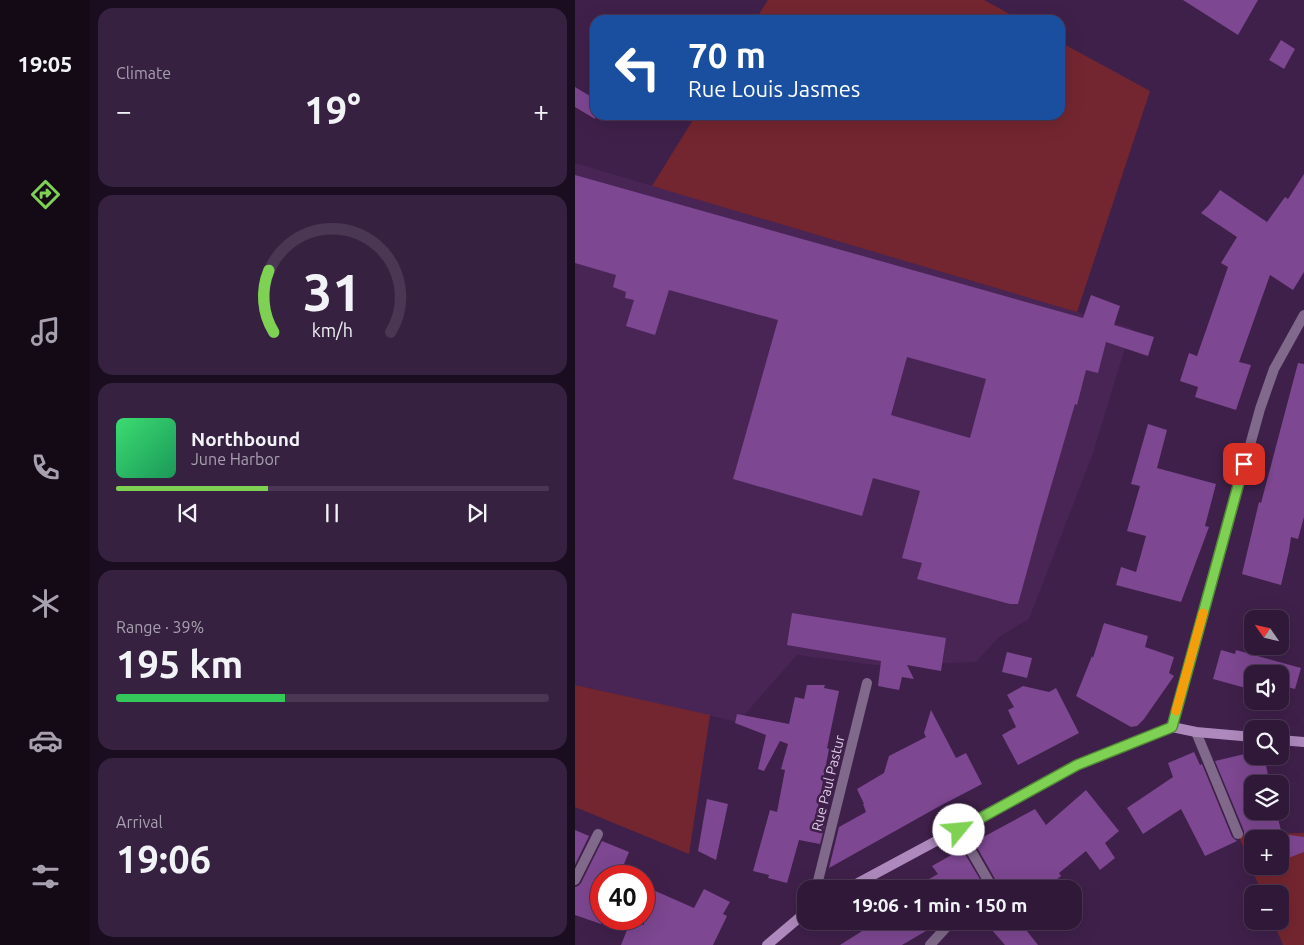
<!DOCTYPE html>
<html lang="en">
<head>
<meta charset="utf-8">
<style>
	:root { --surface:#2f1838; --page:#372140; --text:#f1f3f6; --muted:#a7a0ae; --line:#4a3753; --accent:#7ed153 }
	body { margin:0; font-family:Ubuntu,sans-serif; background:var(--page); color:var(--text); height:100vh; display:flex; flex-direction:column; font-size:19px; white-space:nowrap }
	* { box-sizing:border-box; margin:0 }
	p { font-size:16px; color:var(--muted) }
	.icon { flex:none; width:28px; height:28px; fill:none; stroke:currentColor; stroke-width:2; stroke-linecap:round; stroke-linejoin:round }
	.map { position:relative; flex:1; overflow:hidden }
	.details { display:flex; flex-direction:column; gap:8px; padding:8px; background:#1a0d1f; width:485px }
	.details>* { flex:none }
	.hud { position:absolute; left:15px; top:15px; width:475px; height:105px; border-radius:15px; box-shadow:0 5px 20px #0002,0 0 0 1px var(--line); background:#1a4fa0; color:#fff; overflow:hidden }
	.needle { width:32px; rotate:304deg }
	.buttons { position:absolute; left:669px; top:610px; display:grid; gap:10px }
	.buttons a { display:grid; place-items:center; width:45px; height:45px; border-radius:10px; background:var(--surface); box-shadow:0 5px 20px #0002,0 0 0 1px var(--line); font-size:25px }
	.speed { position:absolute; left:15px; top:865px; display:flex; gap:10px; font-size:25px; font-weight:700; text-align:center }
	.speed>* { display:grid; place-content:center; width:65px; height:65px; border-radius:50%; background:var(--surface); box-shadow:0 5px 20px #0002,0 0 0 1px var(--line); line-height:1 }
	.speed .limit { border:8px solid #d22; background:#fff; color:#111 }
	.pin { position:absolute; display:grid; place-items:center; width:42px; height:42px; color:#fff; margin:-21px; border-radius:10px; box-shadow:0 2px 8px #0006 }
	.me { position:absolute; width:55px; margin:-28px; rotate:62deg; stroke-linejoin:round; filter:drop-shadow(0 0 4px #0008) }
	.turn { display:flex; align-items:center; gap:18px; height:105px; padding:0 15px; font-size:22px }
	.turn .icon { width:65px; height:65px; stroke-width:2.5 }
	.turn b { display:block; font-size:35px; line-height:42px }
	.big { font-size:38px; font-weight:600; line-height:1.1 }
	.details .card { flex:1; display:flex; flex-direction:column; justify-content:center; gap:8px; min-width:0; padding:0 18px; border-radius:15px; background:var(--page) }
	.details .dial { align-items:center; gap:0 }
	.dial svg { height:130px; overflow:visible; fill:none; stroke:var(--line); stroke-width:7; stroke-linecap:round; text-anchor:middle }
	.dial text { fill:var(--text); stroke:none }
	.song { display:flex; align-items:center; gap:15px }
	.cover { width:60px; height:60px; border-radius:8px; background:linear-gradient(135deg,hsl(140 70% 55%),hsl(150 70% 35%)) }
	.played { height:5px; border-radius:2px; background:linear-gradient(90deg,var(--accent) 35%,var(--line) 35%) }
	.keys { display:flex; justify-content:space-around; direction:ltr }
	.heat { display:flex; justify-content:space-between; align-items:center; font-size:28px; direction:ltr }
	.charge { height:8px; border-radius:4px; background:linear-gradient(90deg,#34c759 39%,var(--line) 0) }
	.trip { position:absolute; left:222px; top:880px; width:285px; height:50px; border-radius:15px; background:var(--surface); box-shadow:0 5px 20px #0002,0 0 0 1px var(--line); font-weight:600; line-height:50px; text-align:center }
	main { display:flex; flex:1; min-height:0 }
	.tabs { display:flex; flex-direction:column; width:90px; justify-content:space-around; align-items:center; background:#130a16; color:var(--muted) }
	.tabs .icon { width:35px; height:35px }
	.tabs .current { color:var(--accent) }
	.tabs b { font-size:22px; color:var(--text) }
	.map>svg:first-child { display:block }
</style>
</head>
<body>
<main>
<nav class="tabs">
<b>19:05</b>
<svg class="icon current" aria-label="directions" viewBox="0 0 24 24"><path d="M12 3l9 9-9 9-9-9zM9 14v-3h6M13 9l2 2-2 2"/></svg>
<svg class="icon" aria-label="music" viewBox="0 0 24 24"><path d="M9 18V5l10-2v13"/><circle cx="6" cy="18" r="3"/><circle cx="16" cy="16" r="3"/></svg>
<svg class="icon" aria-label="phone" viewBox="0 0 24 24"><path d="M5 4h4l2 5-3 2q2 4 5 5l2-3 5 2v4C11 20 4 13 5 4z"/></svg>
<svg class="icon" aria-label="climate" viewBox="0 0 24 24"><path d="M12 3v18M4 7l16 10M4 17L20 7"/></svg>
<svg class="icon" aria-label="car" viewBox="0 0 24 24"><path d="M5 17H2v-5l4-1 3-4h7l3 4 3 1v5h-3M9 17h6M6 11h13"/><circle cx="7" cy="17" r="2"/><circle cx="17" cy="17" r="2"/></svg>
<svg class="icon" aria-label="filters" viewBox="0 0 24 24"><path d="M4 7h16M4 17h16"/><circle cx="9" cy="7" r="2"/><circle cx="15" cy="17" r="2"/></svg>
</nav>
<section class="details">
<div class="card"><p>Climate</p>
<div class="heat"><a>−</a><b class="big">19°</b><a>+</a></div>
</div>
<div class="card dial"><svg viewBox="0 0 100 80">
<path d="M14 69A42 42 0 1 1 86 69"/>
<path d="M14 69A42 42 0 0 1 11 31" stroke="#7ed153"/>
<text x="50" y="56" font-size="32" font-weight="700">31</text>
<text x="50" y="72" font-size="11">km/h</text>
</svg></div>
<div class="card">
<div class="song"><i class="cover"></i><div><b>Northbound</b><p>June Harbor</p></div></div>
<div class="played"></div>
<div class="keys"><svg class="icon" aria-label="previous" viewBox="0 0 24 24"><path d="M18 5L8 12l10 7zM5 5v14"/></svg><svg class="icon" aria-label="pause" viewBox="0 0 24 24"><path d="M8 5v14M16 5v14"/></svg><svg class="icon" aria-label="next" viewBox="0 0 24 24"><path d="M6 5l10 7-10 7zM19 5v14"/></svg></div>
</div>
<div class="card"><p>Range · 39%</p><b class="big">195 km</b><div class="charge"></div></div>
<div class="card"><p>Arrival</p><b class="big">19:06</b></div>
</section>
<div class="map">
<svg width="729" height="945" viewBox="0 0 729 945">
	<rect width="100%" height="100%" fill="#3f204a"/>
	<path fill="#492556" d="M 0,163 L 556,328 L 518,453 L 454,619 L 424,637 L 401,662 L 299,665 L 222,655 L 163,722 L 0,685 Z"/>
	<g fill="#742630" fill-rule="evenodd">
		<path d="M 193,0 L 409,0 L 446,20 L 180,20 Z"/>
		<path d="M 485,42 L 575,91 L 502,312 L 77,186 L 121,115 L 485,115 Z"/>
		<path d="M 0,685 L 135,715 L 114,854 L 0,807 Z"/>
		<path d="M 729,833 L 729,945 L 708,945 L 698,921 L 705,921 L 705,894 L 687,894 L 663,834 ZM 678,839 L 705,839 L 705,866 L 678,866 Z"/>
	</g>
	<g fill="#7d4791" fill-rule="evenodd">
		<path d="M 608,0 L 683,0 L 663,35 Z"/>
		<path d="M 706,40 L 720,49 L 709,69 L 694,60 Z"/>
		<path d="M 0,87 L 20,99 L 20,119 L 0,107 Z"/>
		<path d="M 729,174 L 729,272 L 718,290 L 695,275 L 664,362 L 676,365 L 661,410 L 620,397 L 623,387 L 605,381 L 614,353 L 622,356 L 653,267 L 646,263 L 662,237 L 626,213 L 634,205 L 645,190 L 692,222 L 710,197 L 713,199 Z"/>
		<path d="M 0,175 L 508,318 L 516,295 L 545,306 L 539,325 L 579,337 L 573,356 L 531,342 L 523,373 L 511,370 L 502,405 L 500,404 L 465,524 L 443,604 L 435,604 L 342,579 L 347,563 L 327,558 L 345,491 L 298,478 L 287,516 L 158,479 L 203,320 L 94,290 L 80,335 L 51,326 L 59,300 L 50,298 L 51,292 L 38,287 L 41,275 L 0,263 ZM 332,357 L 411,379 L 395,438 L 316,415 Z"/>
		<path d="M 723,363 L 729,364 L 729,517 L 723,539 L 716,537 L 714,551 L 706,585 L 667,574 L 684,502 L 686,503 Z"/>
		<path d="M 573,424 L 592,430 L 582,468 L 641,484 L 630,526 L 634,527 L 606,602 L 541,585 L 546,567 L 561,572 L 571,536 L 552,531 L 565,486 L 556,484 Z"/>
		<path d="M 217,613 L 371,638 L 366,671 L 332,665 L 339,679 L 327,677 L 324,690 L 303,686 L 306,661 L 212,645 Z"/>
		<path d="M 529,623 L 573,636 L 570,647 L 599,657 L 594,673 L 599,676 L 569,719 L 562,726 L 556,727 L 501,696 L 517,656 L 518,658 Z"/>
		<path d="M 646,650 L 660,654 L 661,650 L 726,668 L 720,689 L 712,687 L 708,698 L 705,697 L 705,674 L 678,674 L 678,690 L 638,679 Z"/>
		<path d="M 432,652 L 457,658 L 452,678 L 427,672 Z"/>
		<path d="M 232,685 L 250,685 L 249,688 L 264,691 L 252,748 L 254,749 L 240,823 L 250,825 L 245,844 L 224,840 L 212,883 L 193,878 L 194,875 L 178,871 L 195,810 L 202,812 L 210,770 L 206,769 L 213,744 L 205,741 L 189,771 L 183,769 L 191,735 L 160,723 L 162,714 L 214,724 L 220,697 L 229,699 Z"/>
		<path d="M 448,686 L 474,692 L 481,688 L 504,733 L 443,765 L 427,735 L 441,727 L 433,710 L 439,707 L 432,695 Z"/>
		<path d="M 356,710 L 381,758 L 391,753 L 407,784 L 363,807 L 254,868 L 264,827 L 291,812 L 288,804 L 289,804 L 282,789 L 309,773 L 314,756 L 351,737 L 349,733 Z"/>
		<path d="M 619,752 L 625,765 L 627,764 L 657,837 L 662,841 L 630,856 L 606,809 L 568,834 L 552,808 L 598,777 L 593,763 Z"/>
		<path d="M 678,752 L 678,756 L 689,756 L 695,784 L 678,784 L 678,811 L 701,811 L 707,834 L 729,837 L 729,852 L 705,861 L 705,839 L 678,839 L 678,855 L 670,837 L 669,838 L 669,831 L 640,761 Z"/>
		<path d="M 511,790 L 544,831 L 530,843 L 540,858 L 525,870 L 511,851 L 484,873 L 486,876 L 470,889 L 417,889 L 421,883 L 420,879 L 399,842 L 460,809 L 471,825 Z"/>
		<path d="M 132,799 L 153,804 L 141,860 L 123,851 Z"/>
		<path d="M 0,830 L 14,836 L 0,865 Z"/>
		<path d="M 27,841 L 54,852 L 44,876 L 26,876 L 26,924 L 0,915 L 0,887 L 3,886 L 6,883 Z"/>
		<path d="M 387,849 L 406,881 L 401,889 L 336,889 L 363,874 L 357,866 Z"/>
		<path d="M 69,886 L 119,908 L 129,889 L 155,902 L 148,914 L 152,916 L 138,945 L 46,945 L 56,920 L 69,925 Z"/>
		<path d="M 303,921 L 362,921 L 363,924 L 327,945 L 265,945 Z"/>
		<path d="M 409,921 L 444,921 L 463,945 L 430,945 Z"/>
	</g>
	<g fill="none" stroke-linecap="round" stroke-linejoin="round">
		<g stroke="#80698a" stroke-width="10">
			<path d="M 597,727 L 685,409 L 699,369 L 729,315"/>
			<path d="M 621,732 L 663,834"/>
			<path d="M 384,830 L 414,882 L 408,889"/>
			<path d="M 0,880 L 23,834"/>
			<path d="M 241,889 L 292,683"/>
			<path d="M 355,945 L 377,921"/>
		</g>
		<g stroke="#ae89bd" stroke-width="10">
			<path d="M 705,740 L 729,742"/>
			<path d="M 272,889 L 502,765 L 597,727 L 621,732 L 678,737"/>
			<path d="M 192,945 L 231,912"/>
		</g>
	</g>
	<g fill="none" stroke-linecap="round" stroke-linejoin="round">
		<g stroke="#528836" stroke-width="12">
			<path id="route" d="M 384,830 L 502,765 L 597,727 L 669,464"/>
		</g>
		<use href="#route" stroke="#7ed153" stroke-width="9"/>
		<path stroke="#f59e0b" stroke-width="9" d="M 601,711 L 628,613"/>
	</g>
	<g text-anchor="middle" stroke-width="5" stroke-linejoin="round" paint-order="stroke">
		<g font-size="14" fill="#ddcae5" stroke="#3f204a">
			<text transform="translate(253 783) rotate(-76)" y="5">Rue Paul Pastur</text>
		</g>
	</g>
</svg>
<div class="buttons">
<a><svg class="needle" viewBox="-14 -14 28 28"><path d="M0-13l5 13h-10z" fill="#e53935"/><path d="M0 13l5-13h-10z" fill="#a7a0ae"/></svg></a>
<a><svg class="icon" aria-label="sound" viewBox="0 0 24 24"><path d="M4 9h4l5-4v14l-5-4H4zM17 9q2 3 0 6"/></svg></a>
<a><svg class="icon" aria-label="search" viewBox="0 0 24 24"><circle cx="10" cy="10" r="6"/><path d="M15 15l6 6"/></svg></a>
<a><svg class="icon" aria-label="layers" viewBox="0 0 24 24"><path d="M12 4l9 5-9 5-9-5zM3 14l9 5 9-5"/></svg></a>
<a>+</a>
<a>−</a>
</div>
<div class="speed"><div class="limit">40</div></div>
<div class="pin" style="left:669px;top:464px;background:#d93025"><svg class="icon" aria-label="arrive" viewBox="0 0 24 24"><path d="M6 21V4h12l-3 4 3 4H6"/></svg></div>
<svg class="me" style="left:384px;top:830px" viewBox="-20 -20 40 40"><circle r="19" fill="#fff"/><path d="M0-13L10 11 0 6-10 11z" fill="#7ed153"/></svg>
<div class="trip">19:06 · 1 min · 150 m</div>
<div class="hud">
<div class="turn"><svg class="icon" aria-label="left" viewBox="0 0 24 24"><path d="M17 20v-9H6M10 6l-5 5 5 5"/></svg><div><b>70 m</b>Rue Louis Jasmes</div></div>
</div>
</div>
</main>
</body>
</html>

**Your goal:** Where the listing above reaches the line that contains "646,650 L 660,654", start retyping, and finish with the line that contains "27,841 L 54,852"; reproduce those lines exactly and no others.

**Answer space:**
		<path d="M 646,650 L 660,654 L 661,650 L 726,668 L 720,689 L 712,687 L 708,698 L 705,697 L 705,674 L 678,674 L 678,690 L 638,679 Z"/>
		<path d="M 432,652 L 457,658 L 452,678 L 427,672 Z"/>
		<path d="M 232,685 L 250,685 L 249,688 L 264,691 L 252,748 L 254,749 L 240,823 L 250,825 L 245,844 L 224,840 L 212,883 L 193,878 L 194,875 L 178,871 L 195,810 L 202,812 L 210,770 L 206,769 L 213,744 L 205,741 L 189,771 L 183,769 L 191,735 L 160,723 L 162,714 L 214,724 L 220,697 L 229,699 Z"/>
		<path d="M 448,686 L 474,692 L 481,688 L 504,733 L 443,765 L 427,735 L 441,727 L 433,710 L 439,707 L 432,695 Z"/>
		<path d="M 356,710 L 381,758 L 391,753 L 407,784 L 363,807 L 254,868 L 264,827 L 291,812 L 288,804 L 289,804 L 282,789 L 309,773 L 314,756 L 351,737 L 349,733 Z"/>
		<path d="M 619,752 L 625,765 L 627,764 L 657,837 L 662,841 L 630,856 L 606,809 L 568,834 L 552,808 L 598,777 L 593,763 Z"/>
		<path d="M 678,752 L 678,756 L 689,756 L 695,784 L 678,784 L 678,811 L 701,811 L 707,834 L 729,837 L 729,852 L 705,861 L 705,839 L 678,839 L 678,855 L 670,837 L 669,838 L 669,831 L 640,761 Z"/>
		<path d="M 511,790 L 544,831 L 530,843 L 540,858 L 525,870 L 511,851 L 484,873 L 486,876 L 470,889 L 417,889 L 421,883 L 420,879 L 399,842 L 460,809 L 471,825 Z"/>
		<path d="M 132,799 L 153,804 L 141,860 L 123,851 Z"/>
		<path d="M 0,830 L 14,836 L 0,865 Z"/>
		<path d="M 27,841 L 54,852 L 44,876 L 26,876 L 26,924 L 0,915 L 0,887 L 3,886 L 6,883 Z"/>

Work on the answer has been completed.